# MATERIAL SHOWN:
#####

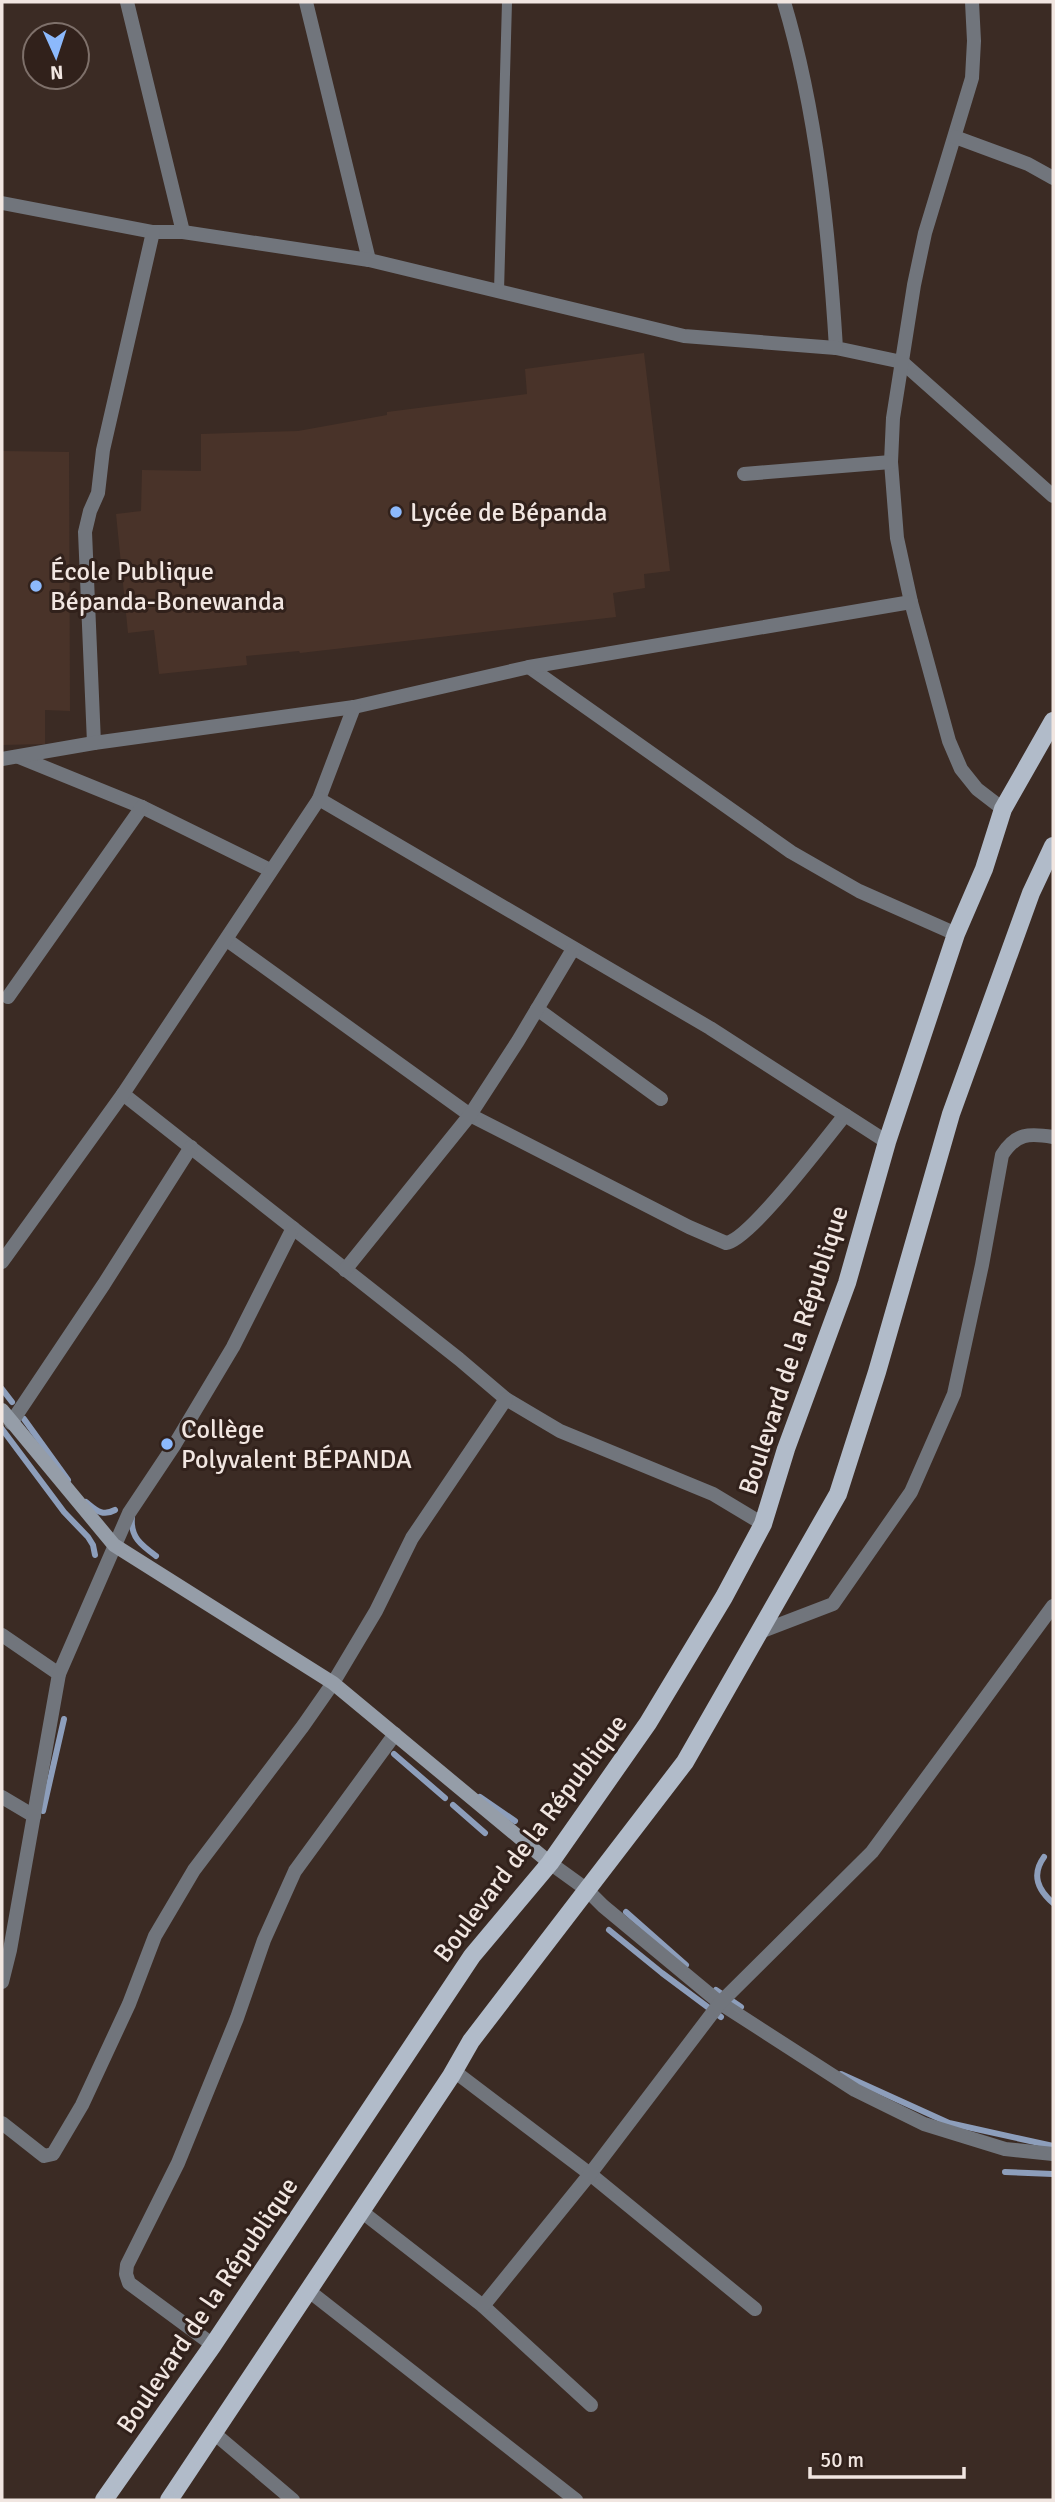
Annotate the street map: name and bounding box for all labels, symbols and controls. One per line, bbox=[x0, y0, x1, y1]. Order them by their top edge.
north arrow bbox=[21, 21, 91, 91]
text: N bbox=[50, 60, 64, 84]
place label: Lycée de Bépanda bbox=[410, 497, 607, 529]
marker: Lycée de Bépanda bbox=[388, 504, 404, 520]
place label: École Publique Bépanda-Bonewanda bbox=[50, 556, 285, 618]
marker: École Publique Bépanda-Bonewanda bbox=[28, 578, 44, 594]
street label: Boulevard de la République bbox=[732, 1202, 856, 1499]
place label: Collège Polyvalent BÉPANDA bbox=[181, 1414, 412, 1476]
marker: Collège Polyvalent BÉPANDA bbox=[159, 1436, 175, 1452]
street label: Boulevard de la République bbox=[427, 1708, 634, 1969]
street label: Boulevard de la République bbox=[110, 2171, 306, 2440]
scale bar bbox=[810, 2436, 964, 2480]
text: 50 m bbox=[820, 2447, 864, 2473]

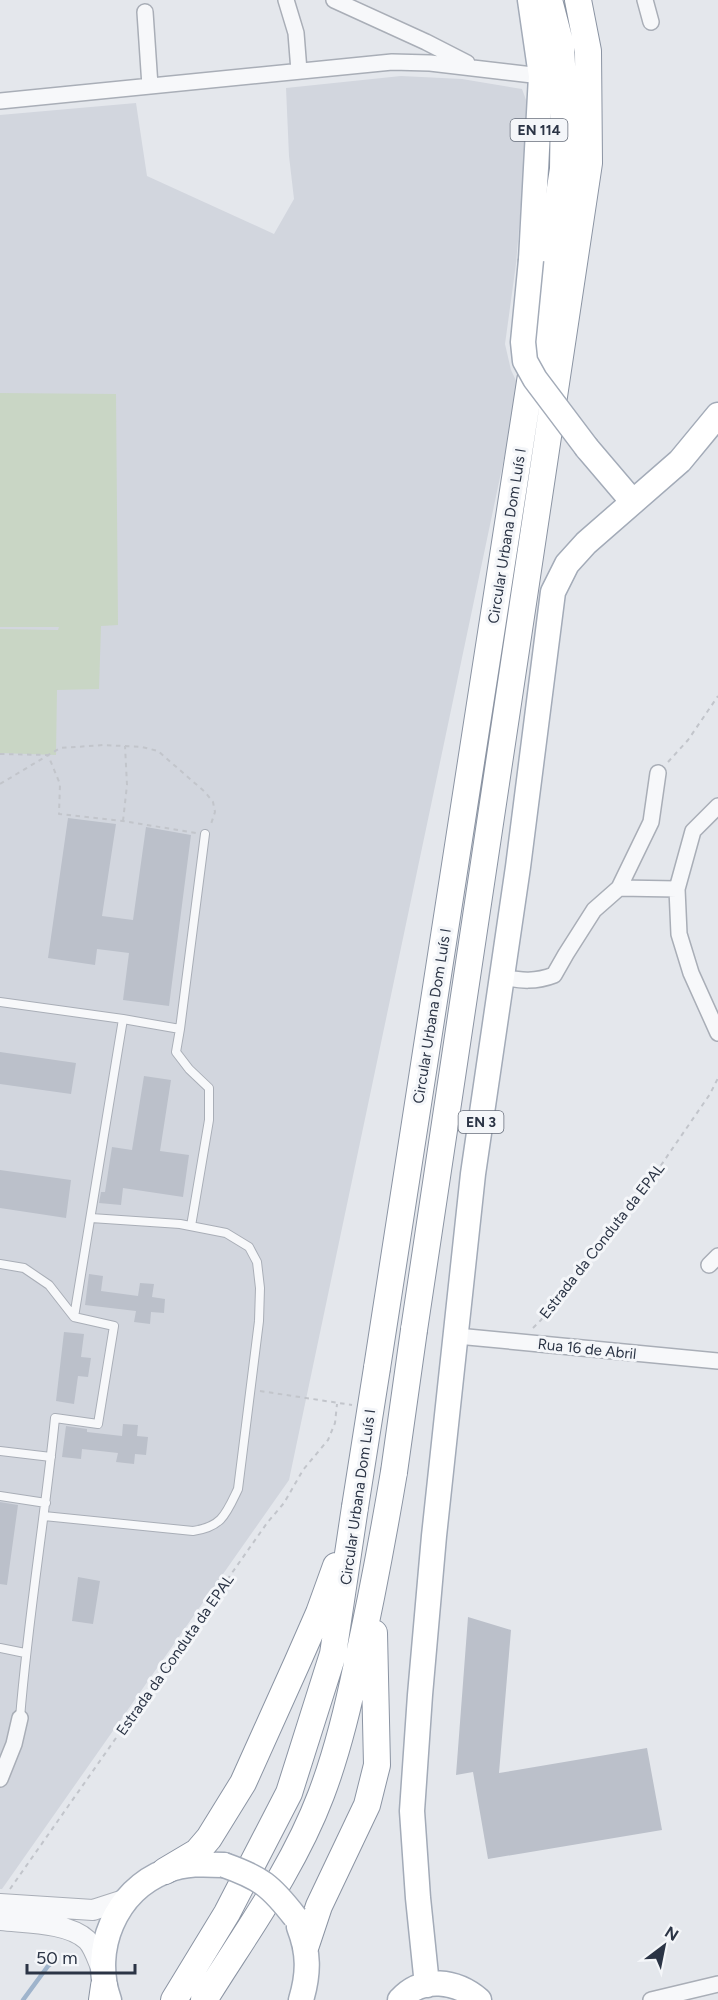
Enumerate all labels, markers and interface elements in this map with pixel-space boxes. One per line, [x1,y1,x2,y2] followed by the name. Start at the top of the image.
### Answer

#####

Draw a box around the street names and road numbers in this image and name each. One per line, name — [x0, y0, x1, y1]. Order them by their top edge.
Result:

#####

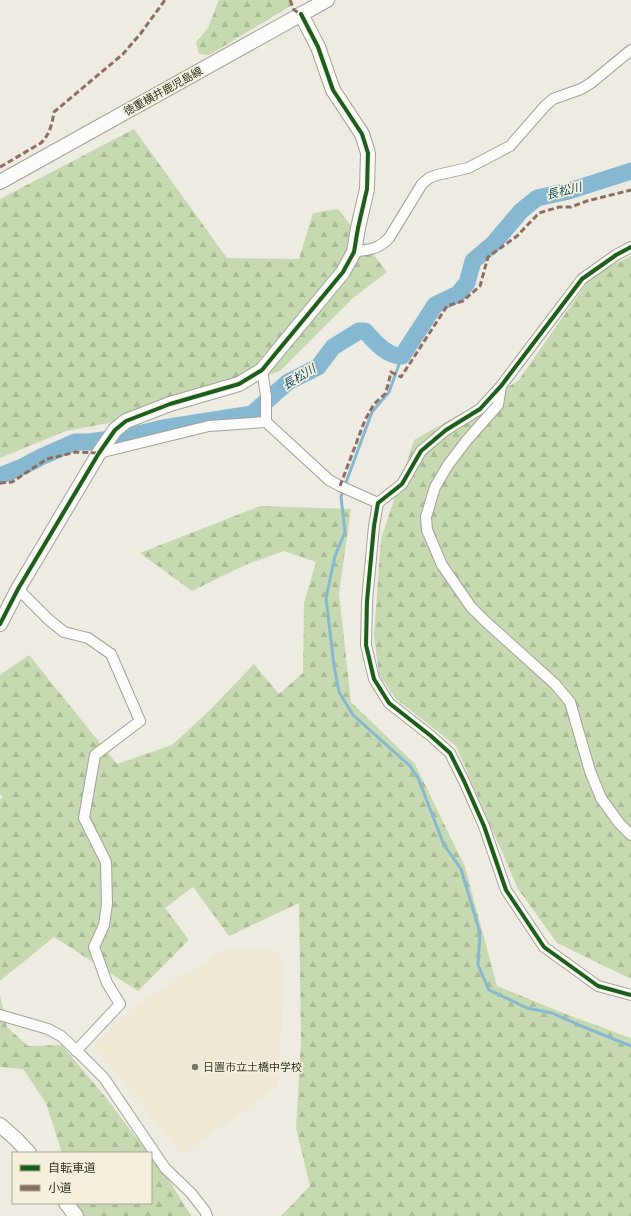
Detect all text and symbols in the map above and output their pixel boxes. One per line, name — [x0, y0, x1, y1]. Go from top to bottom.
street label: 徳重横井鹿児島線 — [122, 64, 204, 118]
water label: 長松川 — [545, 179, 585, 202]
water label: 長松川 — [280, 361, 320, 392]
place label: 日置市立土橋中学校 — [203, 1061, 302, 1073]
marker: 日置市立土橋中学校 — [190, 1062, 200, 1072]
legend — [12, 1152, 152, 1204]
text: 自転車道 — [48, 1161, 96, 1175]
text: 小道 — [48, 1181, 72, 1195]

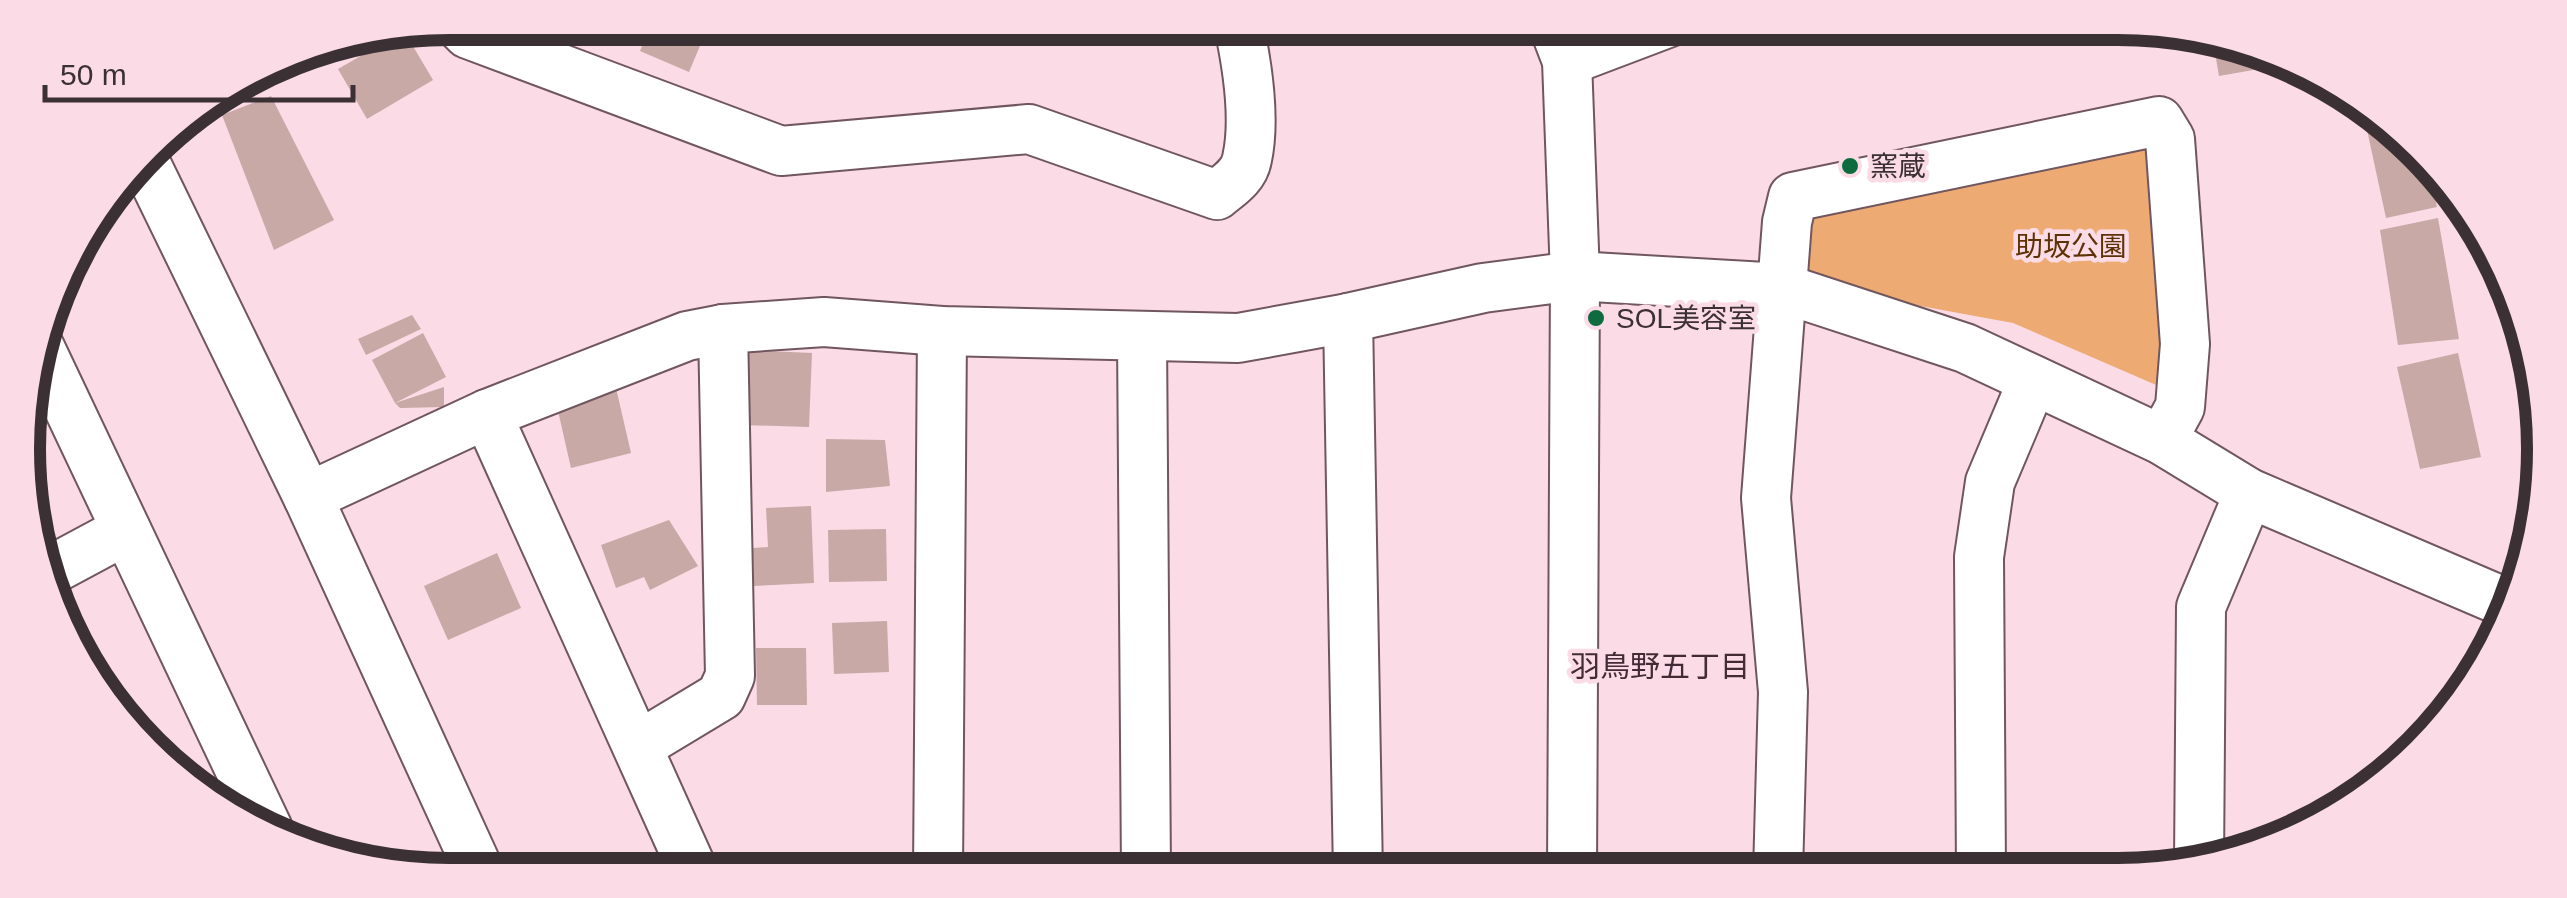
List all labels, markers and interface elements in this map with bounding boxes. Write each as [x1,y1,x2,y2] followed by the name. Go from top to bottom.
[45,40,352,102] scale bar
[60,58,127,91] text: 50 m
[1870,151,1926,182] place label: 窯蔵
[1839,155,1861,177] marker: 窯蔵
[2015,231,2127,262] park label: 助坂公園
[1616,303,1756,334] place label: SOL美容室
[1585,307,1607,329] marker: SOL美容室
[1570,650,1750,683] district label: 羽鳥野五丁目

#####

# WHAT IS NEEDED:
The word "image" appears in some of the lines above. Copy those lines.

# TASK ANSWER:
Enumerate all labels, markers and interface elements in this map with pixel-space boxes. One per line, [x1,y1,x2,y2] followed by the name. Start at the top of the image.
Draw a box around the street names and road numbers in this image and name each. One per line, name — [x0, y0, x1, y1]. Order them by their top edge.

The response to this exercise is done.